## REQUIRED WORK:
Leaving the pictures aside, return all of the data below exactly.

## DATA FOR ANALYSIS:
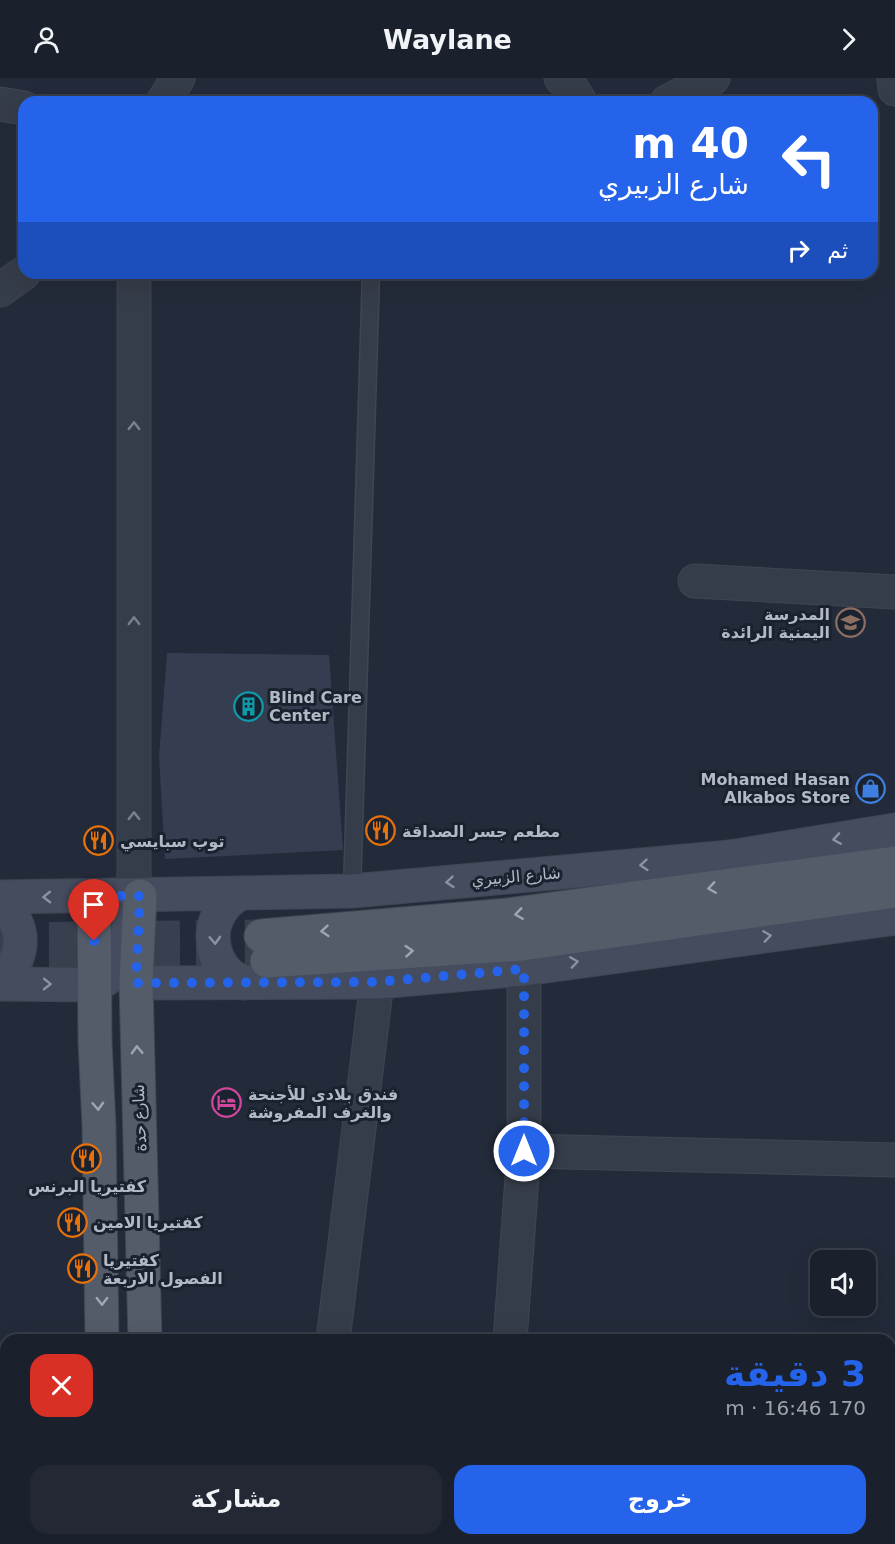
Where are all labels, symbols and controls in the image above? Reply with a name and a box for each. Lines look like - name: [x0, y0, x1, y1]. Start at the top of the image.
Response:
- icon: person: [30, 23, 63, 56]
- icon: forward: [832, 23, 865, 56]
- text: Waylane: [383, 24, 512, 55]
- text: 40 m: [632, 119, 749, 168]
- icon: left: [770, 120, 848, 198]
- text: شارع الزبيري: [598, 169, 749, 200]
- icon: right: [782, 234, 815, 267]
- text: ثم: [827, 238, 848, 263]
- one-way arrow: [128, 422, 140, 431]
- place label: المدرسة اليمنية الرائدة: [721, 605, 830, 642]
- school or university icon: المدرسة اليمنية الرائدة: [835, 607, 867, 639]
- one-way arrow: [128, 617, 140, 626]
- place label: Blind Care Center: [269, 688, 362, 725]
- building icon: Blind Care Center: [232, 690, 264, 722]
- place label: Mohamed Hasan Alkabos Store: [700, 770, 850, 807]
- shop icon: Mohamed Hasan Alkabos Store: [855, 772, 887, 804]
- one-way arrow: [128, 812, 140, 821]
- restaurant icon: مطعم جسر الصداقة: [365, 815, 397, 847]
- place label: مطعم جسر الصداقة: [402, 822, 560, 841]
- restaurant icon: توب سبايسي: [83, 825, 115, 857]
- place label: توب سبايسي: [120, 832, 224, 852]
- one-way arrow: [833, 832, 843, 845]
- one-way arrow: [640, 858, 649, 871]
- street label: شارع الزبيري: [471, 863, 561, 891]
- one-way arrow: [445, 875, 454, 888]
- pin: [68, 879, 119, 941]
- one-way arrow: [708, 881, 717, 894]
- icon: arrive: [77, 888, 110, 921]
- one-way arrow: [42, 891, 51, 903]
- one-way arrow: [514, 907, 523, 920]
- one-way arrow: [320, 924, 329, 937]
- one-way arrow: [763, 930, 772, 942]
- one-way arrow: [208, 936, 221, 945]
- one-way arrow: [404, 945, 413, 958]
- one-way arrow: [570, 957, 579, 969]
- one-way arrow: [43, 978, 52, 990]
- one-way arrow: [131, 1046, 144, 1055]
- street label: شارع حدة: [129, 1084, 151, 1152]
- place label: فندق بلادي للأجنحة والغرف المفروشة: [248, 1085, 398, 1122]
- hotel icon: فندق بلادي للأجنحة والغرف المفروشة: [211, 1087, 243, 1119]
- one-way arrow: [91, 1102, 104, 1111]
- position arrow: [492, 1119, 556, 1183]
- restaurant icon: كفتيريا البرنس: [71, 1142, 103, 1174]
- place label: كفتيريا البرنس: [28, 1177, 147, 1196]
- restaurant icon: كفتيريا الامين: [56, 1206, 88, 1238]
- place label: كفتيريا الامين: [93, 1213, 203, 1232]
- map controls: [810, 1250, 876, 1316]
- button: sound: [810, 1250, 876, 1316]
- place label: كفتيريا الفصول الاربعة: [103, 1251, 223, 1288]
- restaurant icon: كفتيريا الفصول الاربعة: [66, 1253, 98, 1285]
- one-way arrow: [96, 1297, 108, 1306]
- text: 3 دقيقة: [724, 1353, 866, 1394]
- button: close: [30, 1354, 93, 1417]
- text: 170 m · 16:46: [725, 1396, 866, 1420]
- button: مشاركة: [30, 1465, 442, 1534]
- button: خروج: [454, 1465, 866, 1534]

## SOLUTION FOR THIS TASK:
Where are all labels, symbols and controls in the image above? Reply with a name and a box for each. Lines look like - name: [x0, y0, x1, y1]. Start at the top of the image.
Response:
- icon: person: [30, 23, 63, 56]
- icon: forward: [832, 23, 865, 56]
- text: Waylane: [383, 24, 512, 55]
- text: 40 m: [632, 119, 749, 168]
- icon: left: [770, 120, 848, 198]
- text: شارع الزبيري: [598, 169, 749, 200]
- icon: right: [782, 234, 815, 267]
- text: ثم: [827, 238, 848, 263]
- one-way arrow: [128, 422, 140, 431]
- place label: المدرسة اليمنية الرائدة: [721, 605, 830, 642]
- school or university icon: المدرسة اليمنية الرائدة: [835, 607, 867, 639]
- one-way arrow: [128, 617, 140, 626]
- place label: Blind Care Center: [269, 688, 362, 725]
- building icon: Blind Care Center: [232, 690, 264, 722]
- place label: Mohamed Hasan Alkabos Store: [700, 770, 850, 807]
- shop icon: Mohamed Hasan Alkabos Store: [855, 772, 887, 804]
- one-way arrow: [128, 812, 140, 821]
- restaurant icon: مطعم جسر الصداقة: [365, 815, 397, 847]
- place label: مطعم جسر الصداقة: [402, 822, 560, 841]
- restaurant icon: توب سبايسي: [83, 825, 115, 857]
- place label: توب سبايسي: [120, 832, 224, 852]
- one-way arrow: [833, 832, 843, 845]
- one-way arrow: [640, 858, 649, 871]
- street label: شارع الزبيري: [471, 863, 561, 891]
- one-way arrow: [445, 875, 454, 888]
- pin: [68, 879, 119, 941]
- one-way arrow: [708, 881, 717, 894]
- icon: arrive: [77, 888, 110, 921]
- one-way arrow: [42, 891, 51, 903]
- one-way arrow: [514, 907, 523, 920]
- one-way arrow: [320, 924, 329, 937]
- one-way arrow: [763, 930, 772, 942]
- one-way arrow: [208, 936, 221, 945]
- one-way arrow: [404, 945, 413, 958]
- one-way arrow: [570, 957, 579, 969]
- one-way arrow: [43, 978, 52, 990]
- one-way arrow: [131, 1046, 144, 1055]
- street label: شارع حدة: [129, 1084, 151, 1152]
- place label: فندق بلادي للأجنحة والغرف المفروشة: [248, 1085, 398, 1122]
- hotel icon: فندق بلادي للأجنحة والغرف المفروشة: [211, 1087, 243, 1119]
- one-way arrow: [91, 1102, 104, 1111]
- position arrow: [492, 1119, 556, 1183]
- restaurant icon: كفتيريا البرنس: [71, 1142, 103, 1174]
- place label: كفتيريا البرنس: [28, 1177, 147, 1196]
- restaurant icon: كفتيريا الامين: [56, 1206, 88, 1238]
- place label: كفتيريا الامين: [93, 1213, 203, 1232]
- map controls: [810, 1250, 876, 1316]
- button: sound: [810, 1250, 876, 1316]
- place label: كفتيريا الفصول الاربعة: [103, 1251, 223, 1288]
- restaurant icon: كفتيريا الفصول الاربعة: [66, 1253, 98, 1285]
- one-way arrow: [96, 1297, 108, 1306]
- text: 3 دقيقة: [724, 1353, 866, 1394]
- button: close: [30, 1354, 93, 1417]
- text: 170 m · 16:46: [725, 1396, 866, 1420]
- button: مشاركة: [30, 1465, 442, 1534]
- button: خروج: [454, 1465, 866, 1534]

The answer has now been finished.